After the New Year, it'll be "Downton Abbey" season.
PBS announced Tuesday at the Television Critics Association press tour that its popular "Masterpiece" program will kick off its fifth season on January 4.
Executive producer Gareth Neame also attended the TCAs with some "Downton" stars, delivering some juicy hints about what's to come.
Season 5 will pick up six months after the events of the Season 4 Christmas special, and Michelle Dockery's Lady Mary will be feeling more like her old self after grieving for so long.
"She's embracing her new life, really," Dockery told reporters. "She's through the grief now and I kind of see (Season) 5 as the new Mary. ... She's got a bit of her bite back, which we had in (Season) 1."

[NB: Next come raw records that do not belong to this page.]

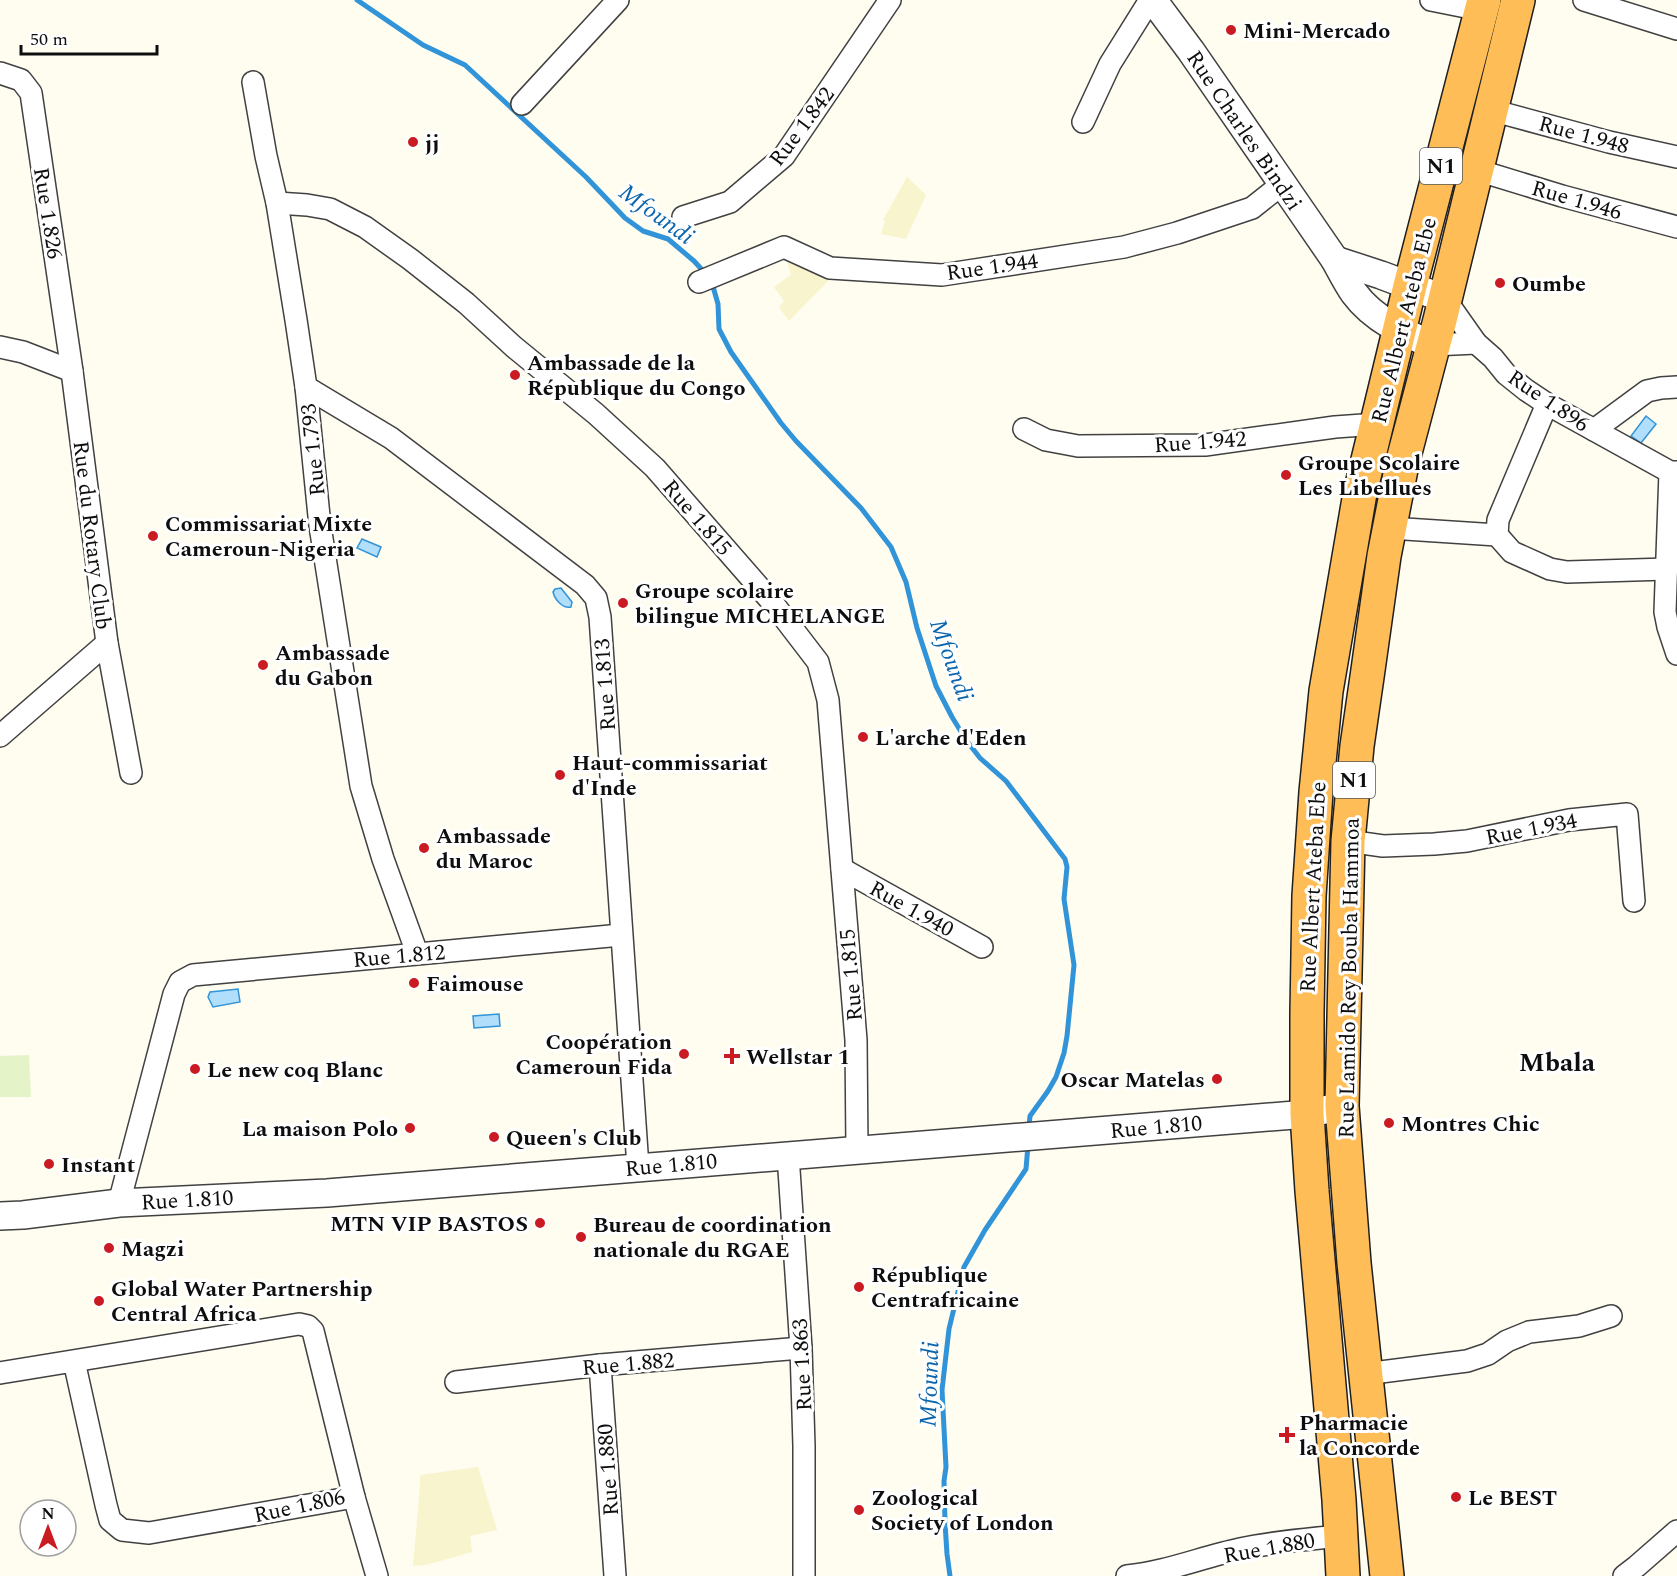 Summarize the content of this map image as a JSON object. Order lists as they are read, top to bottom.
{
  "streets": {
    "highway": ["N1", "Rue Albert Ateba Ebe", "Rue Lamido Rey Bouba Hammoa"],
    "street": [
      "Rue 1.842",
      "Rue Charles Bindzi",
      "Rue 1.948",
      "Rue 1.946",
      "Rue 1.826",
      "Rue 1.944",
      "Rue 1.896",
      "Rue 1.942",
      "Rue 1.793",
      "Rue 1.815",
      "Rue du Rotary Club",
      "Rue 1.813",
      "Rue 1.934",
      "Rue 1.940",
      "Rue 1.812",
      "Rue 1.810",
      "Rue 1.882",
      "Rue 1.863",
      "Rue 1.880",
      "Rue 1.806"
    ]
  },
  "crossings": [
    ["Rue Charles Bindzi", "Rue 1.944"],
    ["Rue Charles Bindzi", "Rue Albert Ateba Ebe"],
    ["Rue Charles Bindzi", "Rue 1.896"],
    ["Rue Charles Bindzi", "Rue Lamido Rey Bouba Hammoa"],
    ["Rue 1.948", "Rue Lamido Rey Bouba Hammoa"],
    ["Rue 1.946", "Rue Lamido Rey Bouba Hammoa"],
    ["Rue 1.826", "Rue du Rotary Club"],
    ["Rue Albert Ateba Ebe", "Rue 1.942"],
    ["Rue Albert Ateba Ebe", "Rue 1.810"],
    ["Rue Albert Ateba Ebe", "Rue 1.880"],
    ["Rue 1.896", "Rue Lamido Rey Bouba Hammoa"],
    ["Rue 1.793", "Rue 1.815"],
    ["Rue 1.793", "Rue 1.813"],
    ["Rue 1.793", "Rue 1.812"],
    ["Rue 1.815", "Rue 1.940"],
    ["Rue 1.815", "Rue 1.810"],
    ["Rue 1.813", "Rue 1.812"],
    ["Rue 1.813", "Rue 1.810"],
    ["Rue 1.934", "Rue Lamido Rey Bouba Hammoa"],
    ["Rue 1.812", "Rue 1.810"],
    ["Rue Lamido Rey Bouba Hammoa", "Rue 1.810"],
    ["Rue 1.810", "Rue 1.863"],
    ["Rue 1.882", "Rue 1.863"],
    ["Rue 1.882", "Rue 1.880"]
  ],
  "districts": ["Mbala"],
  "water": ["Mfoundi"],
  "places": {
    "other": [
      "Mini-Mercado",
      "jj",
      "Oumbe",
      "Ambassade de la République du Congo",
      "Groupe Scolaire Les Libellues",
      "Commissariat Mixte Cameroun-Nigeria",
      "Groupe scolaire bilingue MICHELANGE",
      "Ambassade du Gabon",
      "L'arche d'Eden",
      "Haut-commissariat d'Inde",
      "Ambassade du Maroc",
      "Faimouse",
      "Coopération Cameroun Fida",
      "Le new coq Blanc",
      "Oscar Matelas",
      "Montres Chic",
      "La maison Polo",
      "Queen's Club",
      "Instant",
      "MTN VIP BASTOS",
      "Bureau de coordination nationale du RGAE",
      "Magzi",
      "République Centrafricaine",
      "Global Water Partnership Central Africa",
      "Le BEST",
      "Zoological Society of London"
    ],
    "health": ["Wellstar 1", "Pharmacie la Concorde"]
  },
  "scale_bar": "50 m",
  "north": "top"
} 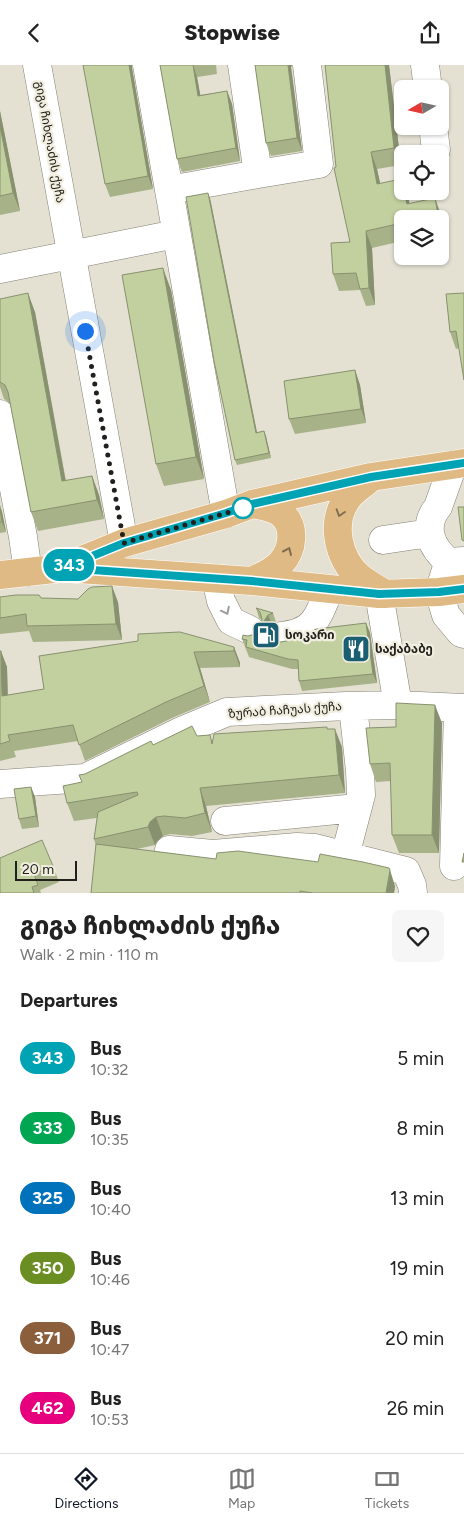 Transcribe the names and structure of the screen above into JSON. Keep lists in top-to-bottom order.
{
  "streets": {
    "street": ["გიგა ჩიხლაძის ქუჩა", "ზურაბ ჩაჩუას ქუჩა"]
  },
  "places": {
    "fuel station": ["სოკარი"],
    "restaurant": ["საქაბაბე"]
  },
  "lines": ["bus line 343"],
  "scale_bar": "20 m",
  "north": "left",
  "page": {
    "header": "Stopwise",
    "on_map": "343",
    "scale": "20 m",
    "heading": [
      ["გიგა ჩიხლაძის ქუჩა", "Walk · 2 min · 110 m"],
      "Departures"
    ],
    "list": [
      {
        "mark": "343",
        "name": "Bus",
        "note": "10:32",
        "value": "5 min"
      },
      {
        "mark": "333",
        "name": "Bus",
        "note": "10:35",
        "value": "8 min"
      },
      {
        "mark": "325",
        "name": "Bus",
        "note": "10:40",
        "value": "13 min"
      },
      {
        "mark": "350",
        "name": "Bus",
        "note": "10:46",
        "value": "19 min"
      },
      {
        "mark": "371",
        "name": "Bus",
        "note": "10:47",
        "value": "20 min"
      },
      {
        "mark": "462",
        "name": "Bus",
        "note": "10:53",
        "value": "26 min"
      }
    ],
    "tabs": ["Directions", "Map", "Tickets"]
  }
} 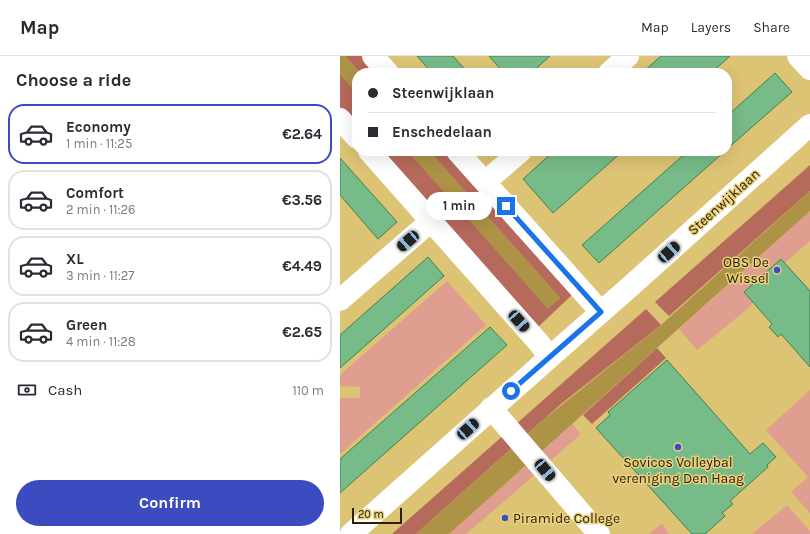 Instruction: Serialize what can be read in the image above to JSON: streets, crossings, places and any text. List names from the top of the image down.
{
  "streets": {
    "street": ["Steenwijklaan"]
  },
  "places": ["OBS De Wissel", "Sovicos Volleybal vereniging Den Haag", "Piramide College"],
  "scale_bar": "20 m",
  "page": {
    "header": "Map",
    "nav": ["Map", "Layers", "Share"],
    "heading": "Choose a ride",
    "banner": ["Steenwijklaan", "Enschedelaan"],
    "list": [
      {
        "name": "Economy",
        "note": "1 min · 11:25",
        "value": "€2.64"
      },
      {
        "name": "Comfort",
        "note": "2 min · 11:26",
        "value": "€3.56"
      },
      {
        "name": "XL",
        "note": "3 min · 11:27",
        "value": "€4.49"
      },
      {
        "name": "Green",
        "note": "4 min · 11:28",
        "value": "€2.65"
      }
    ],
    "bubble": "1 min",
    "pay": ["Cash", "110 m"],
    "buttons": "Confirm",
    "scale": "20 m"
  }
}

And while she's feeling more open to love -- although not with Allen Leech's Tom Branson, to some fans' dismay -- Mary and her sister Edith are still as combative as ever.
Laura Carmichael, who plays the perpetually unfortunate Edith, said that things still aren't looking up for her character.
"Mary doesn't know Edith has a daughter," Dockery said. "So Edith certainly won't get any sympathy from her unknowing sister."
Actually, quite the opposite: "Mary's mean to Edith especially in this season," Dockery went on. "Me and Laura love it when they're mean to each other, it's more fun to do."
As for those downstairs, Leech is just thankful his Tom Branson's still on the show after the death of Sybil. And Joanne Froggatt's Anna and Brendan Coyle's Mr. Bates are talking about maybe having some kids ... when Anna's not questioning whether Mr. Bates is a murderer, that is.
"There are a lot of questions for Anna and Bates still," Froggatt said. "There's this thing between them where they both know they're not quite being honest with each other."
Producer Neame confirmed that we won't get more Shirley MacLaine or Paul Giamatti this season, but that we can expect some "really substantial twists and turns."
Leech observed that "as the series has progressed, the stories have become more personal." Now, in the fifth season, "it's an individual journey for each character more so than it ever has been before."